Potential Bias Error
Age Group Bias
#summarise tables
df$agegroup<-ifelse(df$age<=35, "Younger","Older")
#agegroup proportion pre-test
ageprop_pretest<-df%>%subset(date>="2021-07-01" & date <= "2021-07-17")%>%filter(group=="A")%>%count(group, agegroup)%>%mutate(prop=prop.table(n))
#agegroup proportion post-test - Group A
agepropA_test<-df%>%subset(date>="2021-07-18" & date <= "2021-07-31")%>%filter(group=="A")%>%count(group, agegroup)%>%mutate(prop=prop.table(n))
#agegroup proportion post-test - Group B
agepropB_test<-df%>%subset(date>="2021-07-18" & date <= "2021-07-31")%>%filter(group=="B")%>%count(group, agegroup)%>%mutate(prop=prop.table(n))

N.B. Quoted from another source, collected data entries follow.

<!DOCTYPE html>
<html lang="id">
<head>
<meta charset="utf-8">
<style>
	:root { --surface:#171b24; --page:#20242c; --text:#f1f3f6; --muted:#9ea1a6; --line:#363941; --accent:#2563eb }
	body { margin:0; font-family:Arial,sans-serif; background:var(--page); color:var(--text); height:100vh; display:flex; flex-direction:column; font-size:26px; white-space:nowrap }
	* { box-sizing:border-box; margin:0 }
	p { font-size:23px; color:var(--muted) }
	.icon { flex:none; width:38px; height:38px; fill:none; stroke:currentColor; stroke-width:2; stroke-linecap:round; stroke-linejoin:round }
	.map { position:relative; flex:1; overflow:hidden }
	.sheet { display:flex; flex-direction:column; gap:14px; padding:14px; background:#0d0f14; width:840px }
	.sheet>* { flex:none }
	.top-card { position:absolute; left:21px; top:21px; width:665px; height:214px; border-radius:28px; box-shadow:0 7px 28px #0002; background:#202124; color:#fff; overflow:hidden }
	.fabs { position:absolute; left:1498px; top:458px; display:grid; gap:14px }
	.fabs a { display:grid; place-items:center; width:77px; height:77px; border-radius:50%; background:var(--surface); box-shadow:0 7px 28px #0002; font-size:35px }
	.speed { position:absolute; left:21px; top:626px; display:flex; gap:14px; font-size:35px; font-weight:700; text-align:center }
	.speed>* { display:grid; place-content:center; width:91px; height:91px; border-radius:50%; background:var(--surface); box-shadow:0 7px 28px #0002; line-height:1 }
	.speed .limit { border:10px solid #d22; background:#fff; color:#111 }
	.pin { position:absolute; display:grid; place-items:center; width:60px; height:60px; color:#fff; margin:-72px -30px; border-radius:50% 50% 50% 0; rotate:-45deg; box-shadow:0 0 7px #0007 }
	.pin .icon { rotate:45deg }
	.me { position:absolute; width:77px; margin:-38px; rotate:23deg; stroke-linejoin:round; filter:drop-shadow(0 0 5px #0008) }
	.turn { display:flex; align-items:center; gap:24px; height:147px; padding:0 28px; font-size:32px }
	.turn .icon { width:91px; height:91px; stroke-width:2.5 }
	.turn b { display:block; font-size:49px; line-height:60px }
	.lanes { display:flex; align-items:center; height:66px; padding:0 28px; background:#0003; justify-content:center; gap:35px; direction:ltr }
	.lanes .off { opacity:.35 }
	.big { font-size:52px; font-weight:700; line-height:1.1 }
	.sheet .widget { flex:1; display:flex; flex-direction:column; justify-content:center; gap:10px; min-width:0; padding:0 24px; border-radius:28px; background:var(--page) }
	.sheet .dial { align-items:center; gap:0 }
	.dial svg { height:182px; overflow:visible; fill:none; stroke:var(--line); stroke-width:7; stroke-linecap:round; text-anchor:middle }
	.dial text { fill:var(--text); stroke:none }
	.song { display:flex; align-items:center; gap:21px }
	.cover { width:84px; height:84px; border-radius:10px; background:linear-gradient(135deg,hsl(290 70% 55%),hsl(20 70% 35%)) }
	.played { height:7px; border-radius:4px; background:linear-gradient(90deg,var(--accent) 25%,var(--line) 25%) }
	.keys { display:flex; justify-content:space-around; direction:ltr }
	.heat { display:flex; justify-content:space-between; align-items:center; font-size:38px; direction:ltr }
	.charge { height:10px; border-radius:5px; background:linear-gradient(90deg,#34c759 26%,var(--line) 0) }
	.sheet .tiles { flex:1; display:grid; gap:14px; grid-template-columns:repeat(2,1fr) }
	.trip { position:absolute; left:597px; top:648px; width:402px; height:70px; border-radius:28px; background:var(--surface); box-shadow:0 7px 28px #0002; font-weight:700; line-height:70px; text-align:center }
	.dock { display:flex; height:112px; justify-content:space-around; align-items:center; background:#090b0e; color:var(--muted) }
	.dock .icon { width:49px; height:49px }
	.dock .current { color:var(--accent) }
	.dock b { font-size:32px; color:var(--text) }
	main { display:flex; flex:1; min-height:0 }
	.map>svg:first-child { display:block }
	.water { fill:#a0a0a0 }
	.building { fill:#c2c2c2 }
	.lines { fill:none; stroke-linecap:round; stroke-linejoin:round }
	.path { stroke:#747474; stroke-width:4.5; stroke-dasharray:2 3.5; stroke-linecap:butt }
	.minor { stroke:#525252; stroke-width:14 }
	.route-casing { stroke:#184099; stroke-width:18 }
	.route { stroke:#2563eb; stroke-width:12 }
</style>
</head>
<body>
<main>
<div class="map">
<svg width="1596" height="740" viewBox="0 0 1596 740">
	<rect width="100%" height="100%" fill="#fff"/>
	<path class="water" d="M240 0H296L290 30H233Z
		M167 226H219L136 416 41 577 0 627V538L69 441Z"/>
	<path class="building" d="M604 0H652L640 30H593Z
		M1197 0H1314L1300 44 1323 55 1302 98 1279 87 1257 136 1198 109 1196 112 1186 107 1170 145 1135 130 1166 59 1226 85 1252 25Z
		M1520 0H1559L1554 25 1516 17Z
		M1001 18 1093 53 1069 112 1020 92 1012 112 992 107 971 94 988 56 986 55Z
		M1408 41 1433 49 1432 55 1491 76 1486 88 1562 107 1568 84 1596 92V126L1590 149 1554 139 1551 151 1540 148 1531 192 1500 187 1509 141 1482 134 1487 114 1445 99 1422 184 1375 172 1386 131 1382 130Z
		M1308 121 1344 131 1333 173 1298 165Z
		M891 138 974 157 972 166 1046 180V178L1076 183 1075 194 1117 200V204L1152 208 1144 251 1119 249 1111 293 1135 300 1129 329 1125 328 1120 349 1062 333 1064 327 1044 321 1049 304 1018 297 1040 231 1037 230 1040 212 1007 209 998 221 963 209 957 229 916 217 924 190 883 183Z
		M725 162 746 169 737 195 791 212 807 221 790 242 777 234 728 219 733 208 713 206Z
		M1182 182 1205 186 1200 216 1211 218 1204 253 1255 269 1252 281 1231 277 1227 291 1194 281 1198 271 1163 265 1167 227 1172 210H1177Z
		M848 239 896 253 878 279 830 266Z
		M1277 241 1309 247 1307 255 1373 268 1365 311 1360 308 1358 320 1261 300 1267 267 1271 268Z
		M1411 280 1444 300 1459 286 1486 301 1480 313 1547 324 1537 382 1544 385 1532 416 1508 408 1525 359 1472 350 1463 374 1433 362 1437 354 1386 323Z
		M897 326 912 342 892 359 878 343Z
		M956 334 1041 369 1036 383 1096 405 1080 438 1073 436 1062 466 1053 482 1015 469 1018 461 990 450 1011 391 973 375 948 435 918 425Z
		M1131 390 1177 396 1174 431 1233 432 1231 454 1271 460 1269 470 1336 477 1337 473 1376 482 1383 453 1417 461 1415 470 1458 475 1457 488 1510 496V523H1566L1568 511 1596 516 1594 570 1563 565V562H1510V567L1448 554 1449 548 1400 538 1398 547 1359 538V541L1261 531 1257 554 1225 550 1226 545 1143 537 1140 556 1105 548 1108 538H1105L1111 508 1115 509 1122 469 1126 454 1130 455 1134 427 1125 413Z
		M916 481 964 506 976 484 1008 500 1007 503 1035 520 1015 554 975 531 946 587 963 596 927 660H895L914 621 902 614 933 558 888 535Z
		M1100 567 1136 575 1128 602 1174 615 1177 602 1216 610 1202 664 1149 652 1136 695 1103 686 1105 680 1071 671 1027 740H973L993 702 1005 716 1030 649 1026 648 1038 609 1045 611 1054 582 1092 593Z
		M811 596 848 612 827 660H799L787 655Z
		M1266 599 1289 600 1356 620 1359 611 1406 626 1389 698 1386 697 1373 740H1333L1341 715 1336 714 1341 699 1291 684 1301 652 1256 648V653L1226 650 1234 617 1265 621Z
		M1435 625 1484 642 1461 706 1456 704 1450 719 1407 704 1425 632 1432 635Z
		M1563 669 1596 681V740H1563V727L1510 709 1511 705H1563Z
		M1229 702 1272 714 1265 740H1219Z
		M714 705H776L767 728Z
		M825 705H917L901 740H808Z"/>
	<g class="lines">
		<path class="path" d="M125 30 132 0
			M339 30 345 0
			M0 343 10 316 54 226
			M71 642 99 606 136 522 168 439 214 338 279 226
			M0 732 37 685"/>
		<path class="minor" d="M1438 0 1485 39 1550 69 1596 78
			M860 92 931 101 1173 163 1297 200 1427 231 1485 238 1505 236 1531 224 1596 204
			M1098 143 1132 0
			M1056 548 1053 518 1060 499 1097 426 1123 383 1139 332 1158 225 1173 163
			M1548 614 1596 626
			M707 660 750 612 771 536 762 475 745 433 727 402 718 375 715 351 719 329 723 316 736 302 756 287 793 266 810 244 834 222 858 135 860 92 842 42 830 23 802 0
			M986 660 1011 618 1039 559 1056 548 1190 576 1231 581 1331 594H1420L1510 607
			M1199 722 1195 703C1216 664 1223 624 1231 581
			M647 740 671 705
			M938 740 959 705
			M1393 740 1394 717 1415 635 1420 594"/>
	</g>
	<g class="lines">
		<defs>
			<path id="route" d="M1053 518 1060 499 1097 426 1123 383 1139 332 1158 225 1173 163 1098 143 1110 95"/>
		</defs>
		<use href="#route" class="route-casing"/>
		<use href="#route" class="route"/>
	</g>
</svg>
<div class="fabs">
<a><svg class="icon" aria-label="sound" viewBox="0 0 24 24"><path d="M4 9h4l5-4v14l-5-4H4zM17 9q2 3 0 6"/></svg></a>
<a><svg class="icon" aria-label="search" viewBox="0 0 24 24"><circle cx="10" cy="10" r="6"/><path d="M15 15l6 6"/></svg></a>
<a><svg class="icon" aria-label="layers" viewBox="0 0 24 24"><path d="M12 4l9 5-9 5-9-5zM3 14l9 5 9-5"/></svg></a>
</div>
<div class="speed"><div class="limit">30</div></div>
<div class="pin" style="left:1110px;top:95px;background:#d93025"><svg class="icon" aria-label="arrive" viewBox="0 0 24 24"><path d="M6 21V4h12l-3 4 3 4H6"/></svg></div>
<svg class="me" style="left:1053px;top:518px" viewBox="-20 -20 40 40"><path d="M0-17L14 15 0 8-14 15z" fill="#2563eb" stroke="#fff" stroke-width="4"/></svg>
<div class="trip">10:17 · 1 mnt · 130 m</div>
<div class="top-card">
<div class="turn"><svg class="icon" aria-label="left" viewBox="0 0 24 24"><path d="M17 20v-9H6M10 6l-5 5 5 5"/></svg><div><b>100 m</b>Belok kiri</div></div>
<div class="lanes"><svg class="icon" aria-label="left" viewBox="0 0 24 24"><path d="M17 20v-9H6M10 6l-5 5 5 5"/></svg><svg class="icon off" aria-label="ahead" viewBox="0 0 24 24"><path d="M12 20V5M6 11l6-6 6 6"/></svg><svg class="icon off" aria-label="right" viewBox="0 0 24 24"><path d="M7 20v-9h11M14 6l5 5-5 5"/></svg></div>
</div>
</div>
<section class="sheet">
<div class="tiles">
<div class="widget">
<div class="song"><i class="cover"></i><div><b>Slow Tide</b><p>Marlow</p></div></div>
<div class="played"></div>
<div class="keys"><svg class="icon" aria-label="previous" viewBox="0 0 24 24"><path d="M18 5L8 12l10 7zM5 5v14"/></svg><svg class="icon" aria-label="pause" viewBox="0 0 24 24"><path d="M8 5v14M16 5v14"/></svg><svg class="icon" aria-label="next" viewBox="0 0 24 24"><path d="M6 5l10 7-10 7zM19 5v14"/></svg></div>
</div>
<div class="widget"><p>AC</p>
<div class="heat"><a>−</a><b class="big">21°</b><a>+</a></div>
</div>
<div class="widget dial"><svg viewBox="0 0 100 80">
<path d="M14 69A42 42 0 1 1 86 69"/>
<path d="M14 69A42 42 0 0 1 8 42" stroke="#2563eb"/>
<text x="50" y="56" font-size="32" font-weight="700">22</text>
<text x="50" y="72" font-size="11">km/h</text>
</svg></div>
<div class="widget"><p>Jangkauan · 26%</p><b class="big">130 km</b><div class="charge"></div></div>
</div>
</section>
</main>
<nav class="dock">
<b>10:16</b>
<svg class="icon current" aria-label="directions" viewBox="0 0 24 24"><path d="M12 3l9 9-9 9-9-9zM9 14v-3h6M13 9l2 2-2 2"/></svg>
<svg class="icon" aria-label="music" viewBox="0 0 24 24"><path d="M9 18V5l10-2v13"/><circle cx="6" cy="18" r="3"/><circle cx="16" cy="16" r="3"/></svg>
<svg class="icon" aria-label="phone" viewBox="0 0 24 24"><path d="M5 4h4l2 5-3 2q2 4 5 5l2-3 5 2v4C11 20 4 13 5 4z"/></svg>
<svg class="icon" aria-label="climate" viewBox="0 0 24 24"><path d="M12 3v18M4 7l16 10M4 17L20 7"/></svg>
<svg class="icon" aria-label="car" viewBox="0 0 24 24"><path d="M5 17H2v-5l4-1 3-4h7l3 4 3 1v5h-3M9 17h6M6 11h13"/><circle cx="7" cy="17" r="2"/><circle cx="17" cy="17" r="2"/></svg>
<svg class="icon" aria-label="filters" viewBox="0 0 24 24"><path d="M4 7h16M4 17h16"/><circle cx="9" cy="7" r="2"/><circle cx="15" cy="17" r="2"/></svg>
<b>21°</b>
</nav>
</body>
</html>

age_bias<-full_join(agepropA_test, agepropB_test, by='agegroup')
age_bias
## group.x agegroup n.x prop.x group.y n.y prop.y
## 1 A Older 162 0.4879518 B 75 0.625
## 2 A Younger 170 0.5120482 B 45 0.375
Gender Bias
#pretest split
df%>%subset(date>="2021-07-01" & date <= "2021-07-17")%>%filter(group=="A")%>%count(group, gender)%>%mutate(prop=prop.table(n))
## group gender n prop
## 1 A F 237 0.4324818
## 2 A M 311 0.5675182
#test period split
gbA<-df%>%subset(date>="2021-07-18" & date <= "2021-07-31")%>%filter(group=="A")%>%count(group, gender)%>%mutate(prop=prop.table(n))
gbB<-df%>%subset(date>="2021-07-18" & date <= "2021-07-31")%>%filter(group=="B")%>%count(group, gender)%>%mutate(prop=prop.table(n))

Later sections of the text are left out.